Start of Block
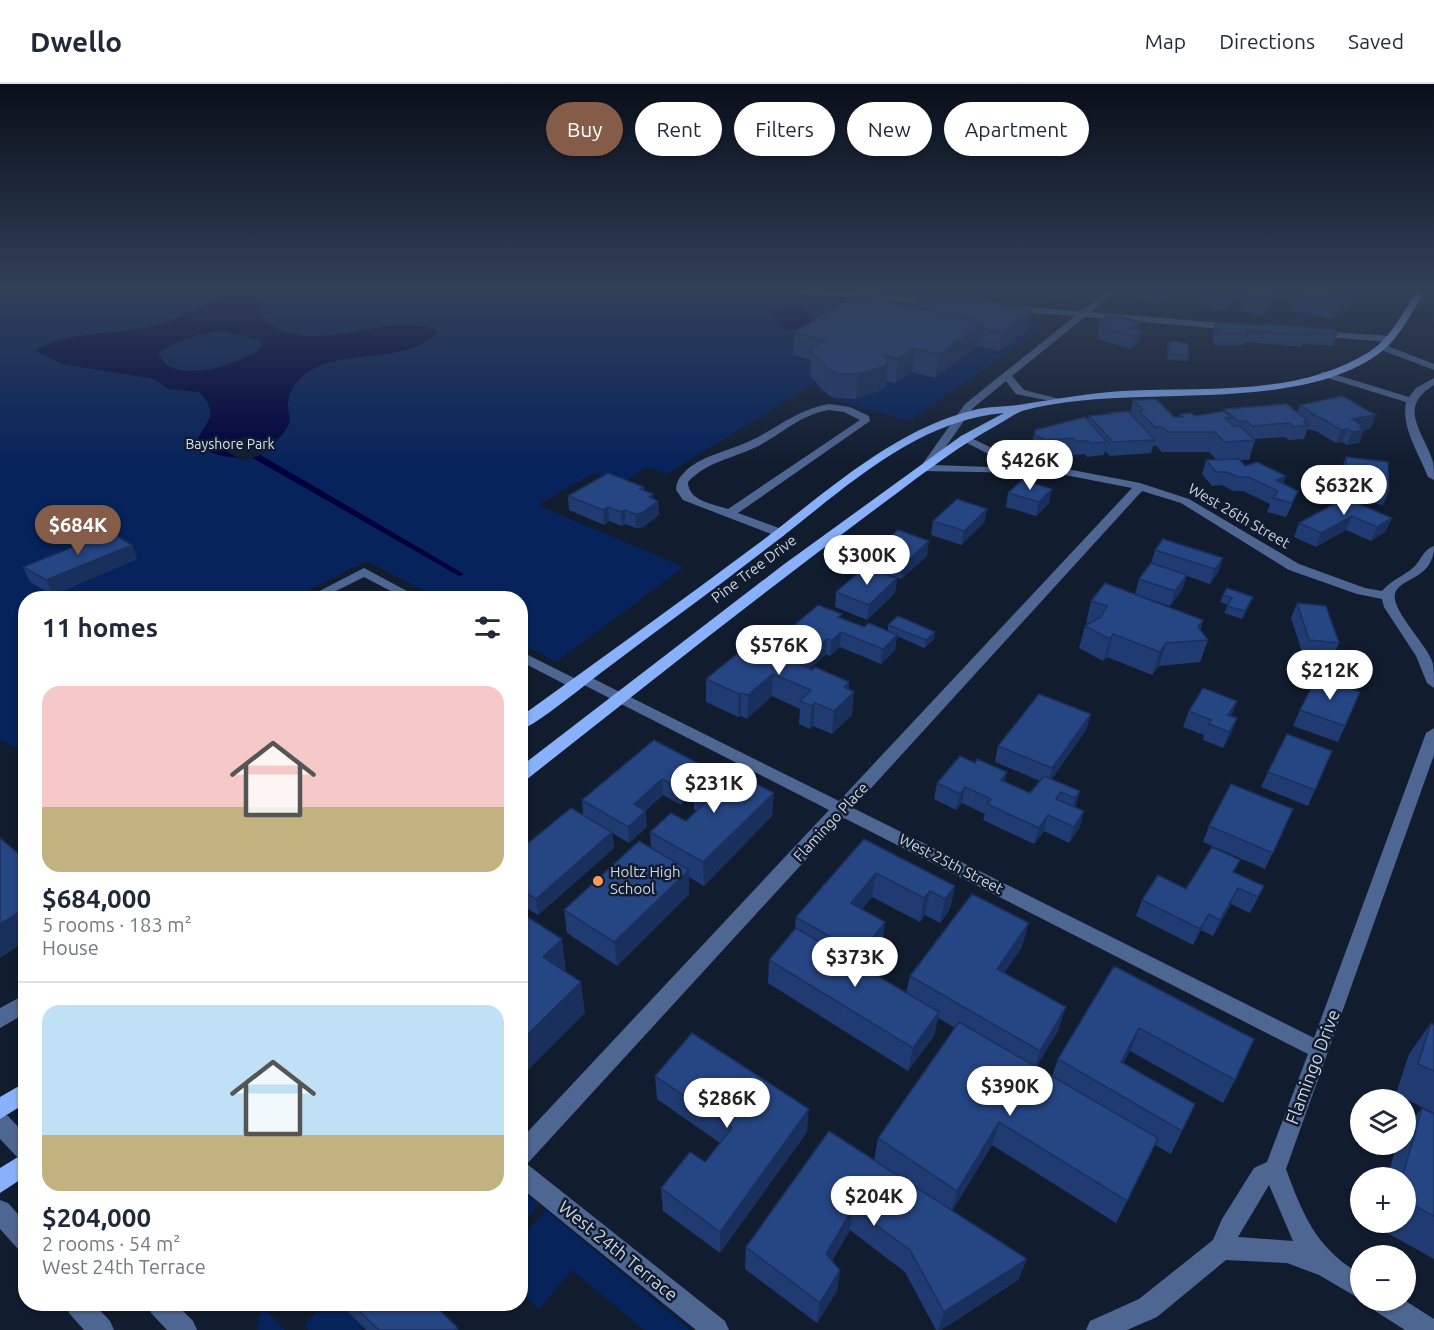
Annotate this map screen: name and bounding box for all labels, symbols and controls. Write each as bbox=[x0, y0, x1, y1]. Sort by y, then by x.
text: Dwello bbox=[30, 26, 122, 57]
text: Map bbox=[1145, 29, 1186, 53]
text: Directions bbox=[1219, 29, 1315, 53]
text: Saved bbox=[1348, 29, 1404, 53]
chip: Buy bbox=[546, 102, 623, 156]
chip: Rent bbox=[635, 102, 722, 156]
chip: Filters bbox=[734, 102, 835, 156]
chip: New bbox=[847, 102, 932, 156]
chip: Apartment bbox=[944, 102, 1089, 156]
park label: Bayshore Park bbox=[185, 436, 275, 452]
pin: $426K bbox=[988, 440, 1072, 491]
text: $426K bbox=[1001, 448, 1059, 471]
pin: $632K bbox=[1302, 465, 1386, 516]
text: $632K bbox=[1315, 473, 1373, 496]
street label: West 26th Street bbox=[1185, 480, 1293, 552]
pin: $684K bbox=[36, 505, 120, 556]
text: $684K bbox=[49, 513, 107, 536]
street label: Pine Tree Drive bbox=[708, 531, 799, 606]
pin: $300K bbox=[825, 535, 909, 586]
text: $300K bbox=[838, 543, 896, 566]
icon: filters bbox=[471, 611, 504, 644]
text: 11 homes bbox=[42, 613, 158, 642]
pin: $576K bbox=[737, 625, 821, 676]
text: $576K bbox=[750, 633, 808, 656]
pin: $212K bbox=[1288, 650, 1372, 701]
text: $212K bbox=[1301, 658, 1359, 681]
icon: home bbox=[219, 725, 327, 833]
pin: $231K bbox=[672, 763, 756, 814]
text: $231K bbox=[685, 771, 743, 794]
street label: Flamingo Place bbox=[790, 779, 871, 865]
street label: West 25th Street bbox=[896, 830, 1006, 897]
place label: Holtz High School bbox=[610, 863, 681, 897]
marker: Holtz High School bbox=[591, 874, 605, 888]
text: $684,000 bbox=[42, 884, 151, 913]
text: 5 rooms · 183 m² bbox=[42, 913, 192, 936]
text: House bbox=[42, 936, 99, 959]
pin: $373K bbox=[813, 937, 897, 988]
text: $373K bbox=[826, 945, 884, 968]
street label: Flamingo Drive bbox=[1281, 1006, 1343, 1127]
icon: home bbox=[219, 1044, 327, 1152]
pin: $390K bbox=[968, 1066, 1052, 1117]
text: $390K bbox=[981, 1074, 1039, 1097]
pin: $286K bbox=[685, 1078, 769, 1129]
text: $286K bbox=[698, 1086, 756, 1109]
map controls bbox=[1350, 1089, 1416, 1311]
button: layers bbox=[1350, 1089, 1416, 1155]
button: + bbox=[1350, 1167, 1416, 1233]
pin: $204K bbox=[832, 1176, 916, 1227]
text: $204K bbox=[845, 1184, 903, 1207]
street label: West 24th Terrace bbox=[555, 1196, 682, 1304]
text: $204,000 bbox=[42, 1203, 151, 1232]
text: 2 rooms · 54 m² bbox=[42, 1232, 180, 1255]
button: − bbox=[1350, 1245, 1416, 1311]
text: West 24th Terrace bbox=[42, 1255, 206, 1278]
End of Block
▶ Prompt:
In the material above, repeat each entry exactly and omit every picture.

▶ Task response:
Annotate this map screen: name and bounding box for all labels, symbols and controls. Write each as bbox=[x0, y0, x1, y1]. Sort by y, then by x.
text: Dwello bbox=[30, 26, 122, 57]
text: Map bbox=[1145, 29, 1186, 53]
text: Directions bbox=[1219, 29, 1315, 53]
text: Saved bbox=[1348, 29, 1404, 53]
chip: Buy bbox=[546, 102, 623, 156]
chip: Rent bbox=[635, 102, 722, 156]
chip: Filters bbox=[734, 102, 835, 156]
chip: New bbox=[847, 102, 932, 156]
chip: Apartment bbox=[944, 102, 1089, 156]
park label: Bayshore Park bbox=[185, 436, 275, 452]
pin: $426K bbox=[988, 440, 1072, 491]
text: $426K bbox=[1001, 448, 1059, 471]
pin: $632K bbox=[1302, 465, 1386, 516]
text: $632K bbox=[1315, 473, 1373, 496]
street label: West 26th Street bbox=[1185, 480, 1293, 552]
pin: $684K bbox=[36, 505, 120, 556]
text: $684K bbox=[49, 513, 107, 536]
street label: Pine Tree Drive bbox=[708, 531, 799, 606]
pin: $300K bbox=[825, 535, 909, 586]
text: $300K bbox=[838, 543, 896, 566]
icon: filters bbox=[471, 611, 504, 644]
text: 11 homes bbox=[42, 613, 158, 642]
pin: $576K bbox=[737, 625, 821, 676]
text: $576K bbox=[750, 633, 808, 656]
pin: $212K bbox=[1288, 650, 1372, 701]
text: $212K bbox=[1301, 658, 1359, 681]
icon: home bbox=[219, 725, 327, 833]
pin: $231K bbox=[672, 763, 756, 814]
text: $231K bbox=[685, 771, 743, 794]
street label: Flamingo Place bbox=[790, 779, 871, 865]
street label: West 25th Street bbox=[896, 830, 1006, 897]
place label: Holtz High School bbox=[610, 863, 681, 897]
marker: Holtz High School bbox=[591, 874, 605, 888]
text: $684,000 bbox=[42, 884, 151, 913]
text: 5 rooms · 183 m² bbox=[42, 913, 192, 936]
text: House bbox=[42, 936, 99, 959]
pin: $373K bbox=[813, 937, 897, 988]
text: $373K bbox=[826, 945, 884, 968]
street label: Flamingo Drive bbox=[1281, 1006, 1343, 1127]
icon: home bbox=[219, 1044, 327, 1152]
pin: $390K bbox=[968, 1066, 1052, 1117]
text: $390K bbox=[981, 1074, 1039, 1097]
pin: $286K bbox=[685, 1078, 769, 1129]
text: $286K bbox=[698, 1086, 756, 1109]
map controls bbox=[1350, 1089, 1416, 1311]
button: layers bbox=[1350, 1089, 1416, 1155]
button: + bbox=[1350, 1167, 1416, 1233]
pin: $204K bbox=[832, 1176, 916, 1227]
text: $204K bbox=[845, 1184, 903, 1207]
street label: West 24th Terrace bbox=[555, 1196, 682, 1304]
text: $204,000 bbox=[42, 1203, 151, 1232]
text: 2 rooms · 54 m² bbox=[42, 1232, 180, 1255]
button: − bbox=[1350, 1245, 1416, 1311]
text: West 24th Terrace bbox=[42, 1255, 206, 1278]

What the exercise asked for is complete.